Distributional models, or word embeddings, automatically learn a representation of word meanings from corpus co-occurrence patterns. They let us view meaning as a semantic space in which similar meanings are located close together, and word meanings, as they reveal themselves through corpus patterns, can be explored visually as neighborhoods in space. This course provides a general introduction to distributional models and word embeddings, from simple count-based approaches to large language models. The course includes a hands-on session on how to compute such representations. But the main focus of the course will be on how to interpret and use these representations. They can be viewed as an aggregation of utterances from many speakers. and they can be probed for what co-occurrence patterns say about both lexical semantics and the social contexts of words. We will also discuss a recent method that finds meaningful directions in space, a method that is being used in lexical semantics, cognition, and sociolinguistics.

Area Tags: Semantics, Computational Linguistics

(session 1) Tuesday/Friday 9:00-10:20

Location: ILC S331

Instructor: Katrin Erk

Katrin Erk is a professor in the Department of Linguistics at the University of Texas at Austin.
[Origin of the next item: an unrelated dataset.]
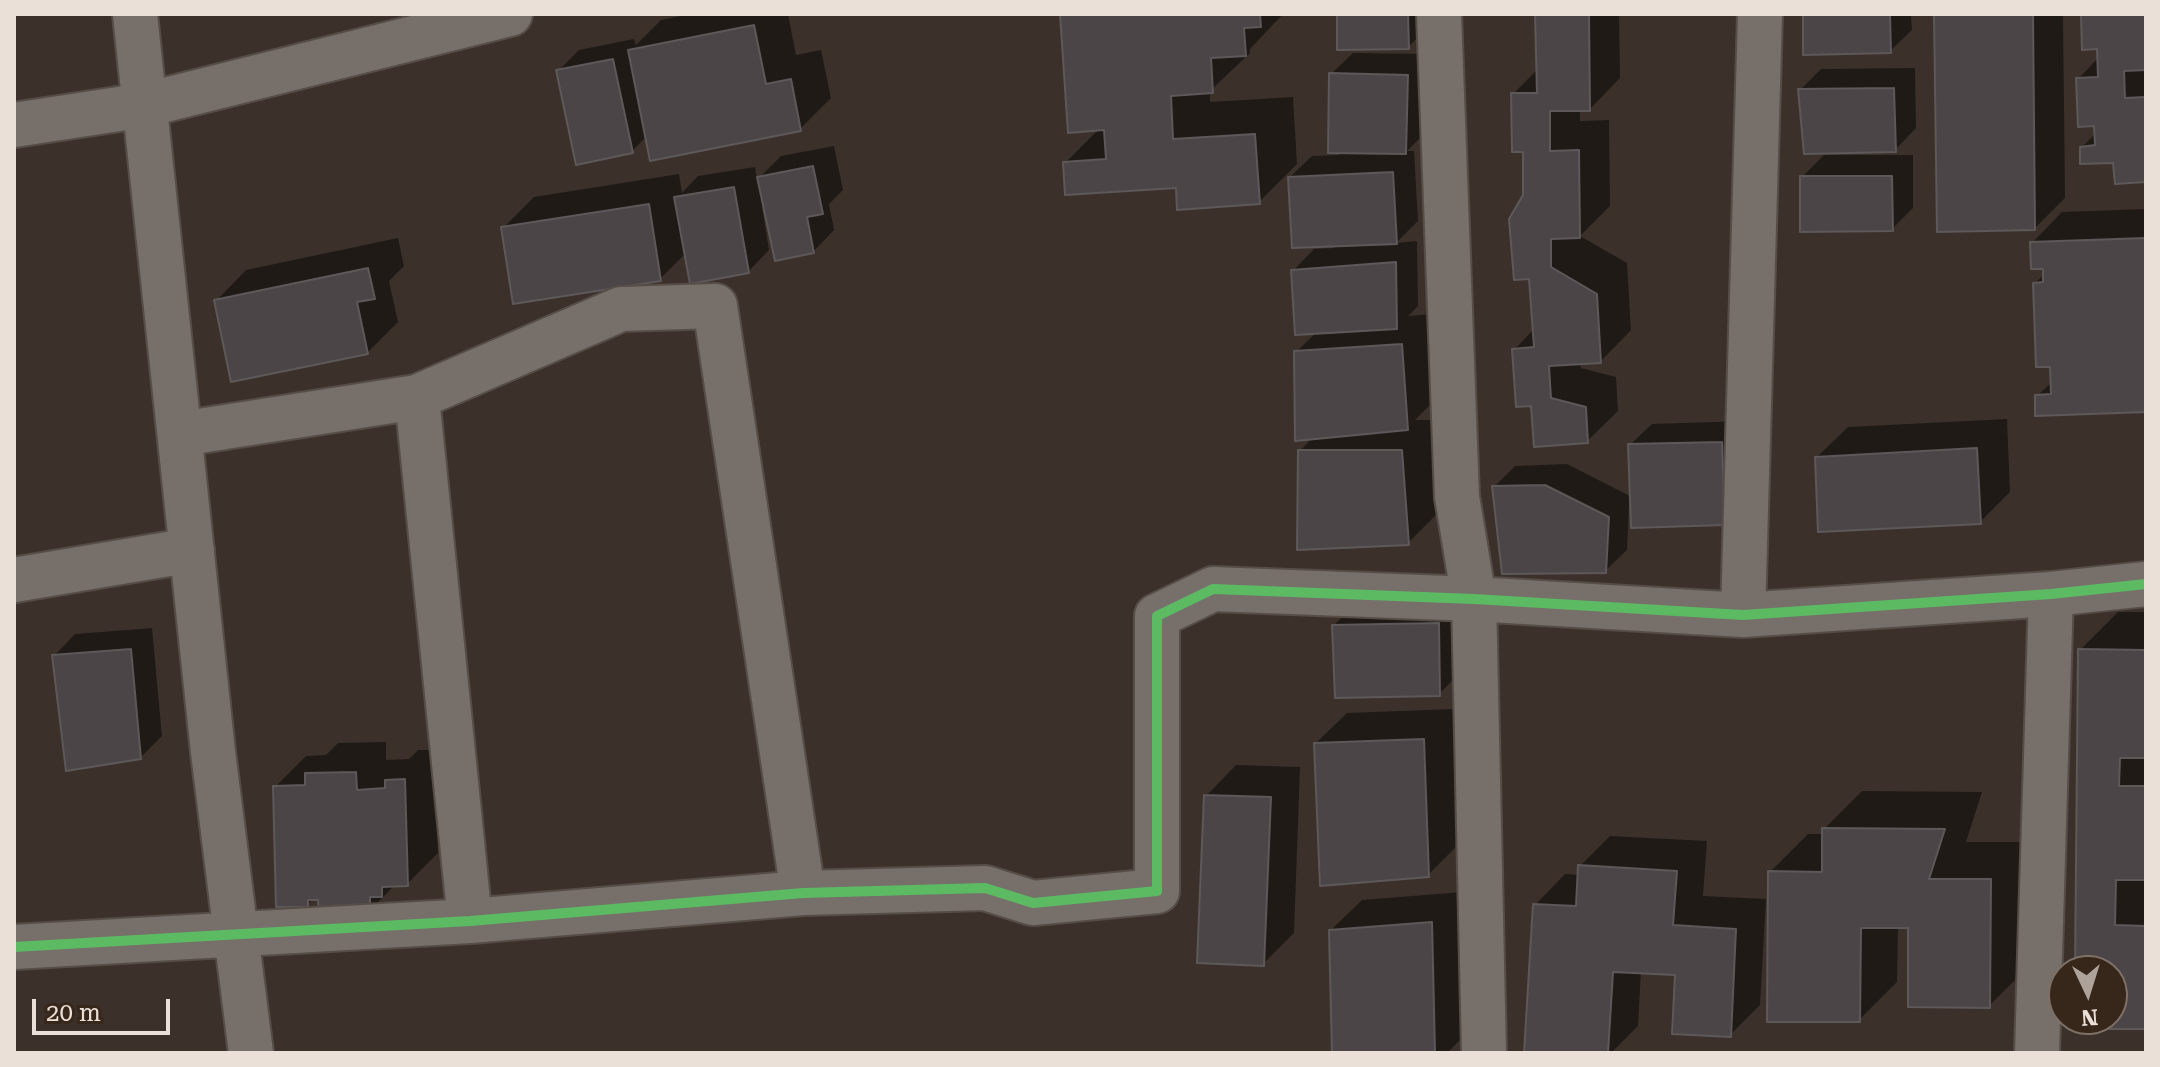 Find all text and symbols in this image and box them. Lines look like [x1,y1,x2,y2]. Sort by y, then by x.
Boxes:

Her research expertise is in the area of computational linguistics, especially semantics. Her work is on distributed, flexible approaches to describing word meaning, and on combining them with logic-based representations of sentences and other larger structures. At the word level, she is studying flexible representations of meaning in context, independent of word sense lists. At the sentence level, she is looking into probabilistic frameworks that can draw weighted inferences from combined logical and distributed representations. Katrin Erk completed her dissertation on tree description languages and ellipsis at Saarland University in 2002.